◆ What to do
Using the entries that follow, collect the lines where the word "name" appears.

◆ Information given
▬▬▬▬▬▬

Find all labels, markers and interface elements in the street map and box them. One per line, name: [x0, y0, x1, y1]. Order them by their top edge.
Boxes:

▬▬▬▬▬▬

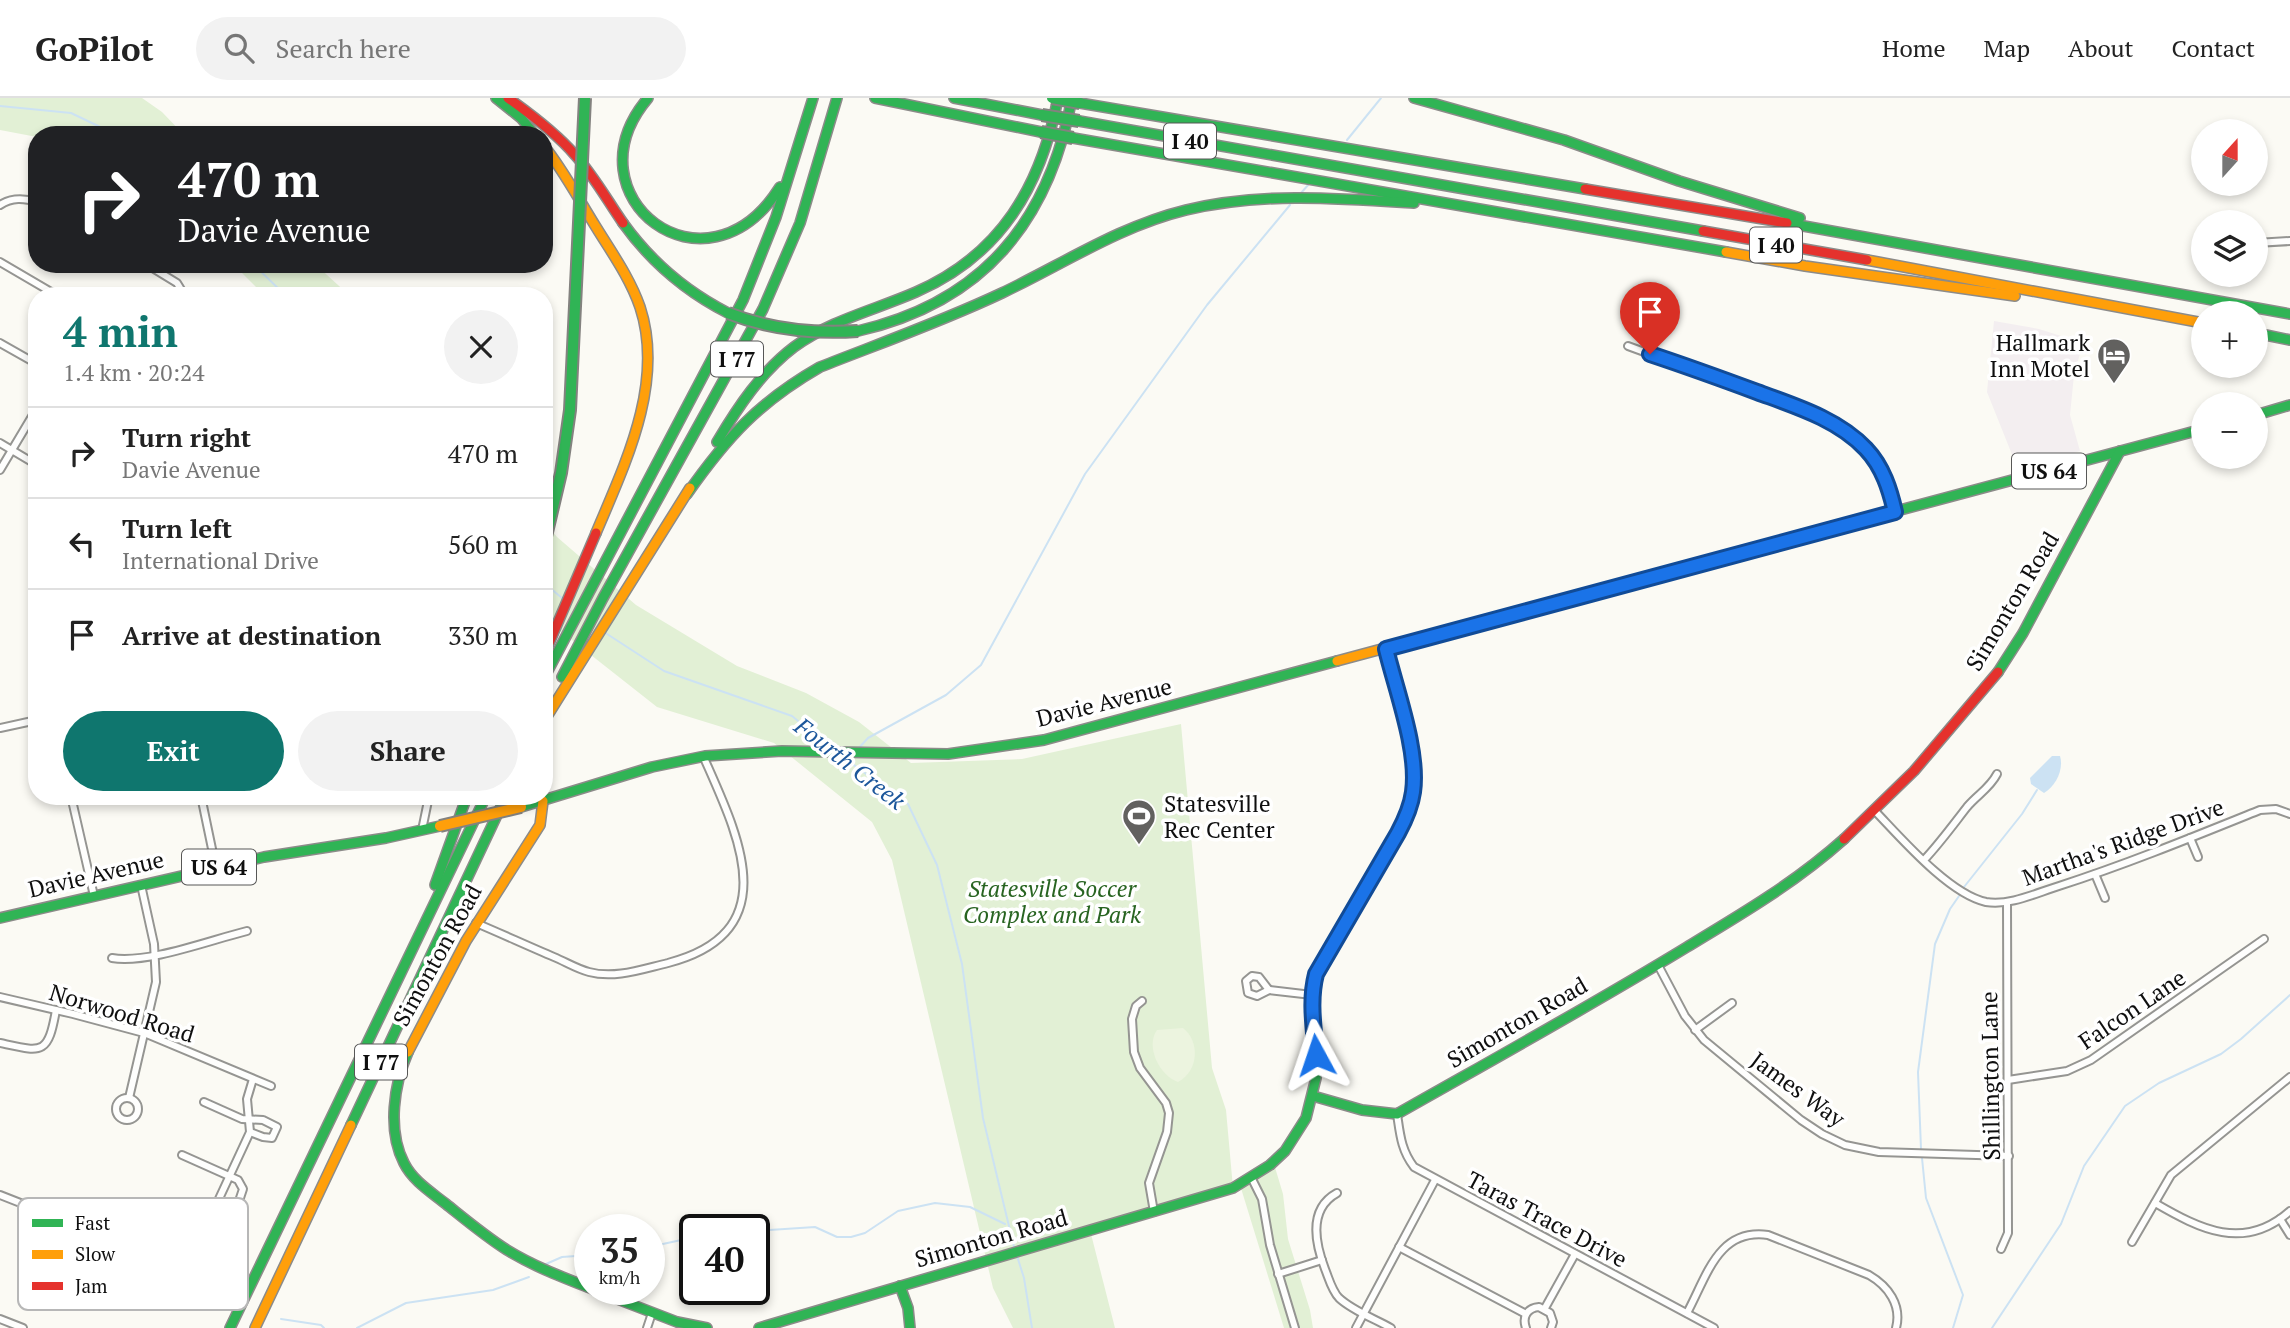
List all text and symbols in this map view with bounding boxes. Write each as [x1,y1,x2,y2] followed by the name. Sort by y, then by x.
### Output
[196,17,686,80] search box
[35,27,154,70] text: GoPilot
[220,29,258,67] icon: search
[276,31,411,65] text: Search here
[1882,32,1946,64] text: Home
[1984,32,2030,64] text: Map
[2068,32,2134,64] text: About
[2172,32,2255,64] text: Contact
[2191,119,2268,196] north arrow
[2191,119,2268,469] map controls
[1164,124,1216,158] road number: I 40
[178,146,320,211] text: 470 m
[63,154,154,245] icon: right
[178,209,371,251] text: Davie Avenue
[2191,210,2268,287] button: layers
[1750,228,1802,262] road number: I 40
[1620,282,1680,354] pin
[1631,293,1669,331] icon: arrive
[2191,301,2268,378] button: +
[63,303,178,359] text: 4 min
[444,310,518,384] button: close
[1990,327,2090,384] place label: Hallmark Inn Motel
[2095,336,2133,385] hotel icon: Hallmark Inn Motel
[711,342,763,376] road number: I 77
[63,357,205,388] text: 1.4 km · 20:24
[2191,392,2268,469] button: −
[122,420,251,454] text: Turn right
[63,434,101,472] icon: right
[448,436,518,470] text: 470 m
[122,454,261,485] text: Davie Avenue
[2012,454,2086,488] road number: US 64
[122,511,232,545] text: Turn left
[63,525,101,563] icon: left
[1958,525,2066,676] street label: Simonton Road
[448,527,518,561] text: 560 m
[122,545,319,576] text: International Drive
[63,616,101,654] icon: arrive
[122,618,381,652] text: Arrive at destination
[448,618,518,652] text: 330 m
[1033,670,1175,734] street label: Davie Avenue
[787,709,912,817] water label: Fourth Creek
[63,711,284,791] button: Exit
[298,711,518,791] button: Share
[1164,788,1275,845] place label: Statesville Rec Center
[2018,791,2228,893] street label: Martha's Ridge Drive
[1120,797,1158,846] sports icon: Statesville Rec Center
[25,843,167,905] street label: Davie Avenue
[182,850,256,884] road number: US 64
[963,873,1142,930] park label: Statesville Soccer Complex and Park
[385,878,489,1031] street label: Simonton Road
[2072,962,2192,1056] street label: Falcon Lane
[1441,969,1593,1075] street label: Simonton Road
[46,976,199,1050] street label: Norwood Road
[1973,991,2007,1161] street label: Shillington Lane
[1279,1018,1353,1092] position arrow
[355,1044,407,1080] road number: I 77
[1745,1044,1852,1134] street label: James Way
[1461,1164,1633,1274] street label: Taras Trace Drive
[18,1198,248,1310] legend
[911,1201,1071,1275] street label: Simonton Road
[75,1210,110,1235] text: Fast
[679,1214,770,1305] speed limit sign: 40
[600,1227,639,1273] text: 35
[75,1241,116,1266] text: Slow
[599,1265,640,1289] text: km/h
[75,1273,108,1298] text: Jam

▬▬▬▬▬▬

◆ Result of the task
Find all labels, markers and interface elements in the street map and box them. One per line, name: [x0, y0, x1, y1]. Order them by their top edge.
List all text and symbols in this map view with bounding boxes. Write each as [x1,y1,x2,y2] followed by the name. Sort by y, then by x.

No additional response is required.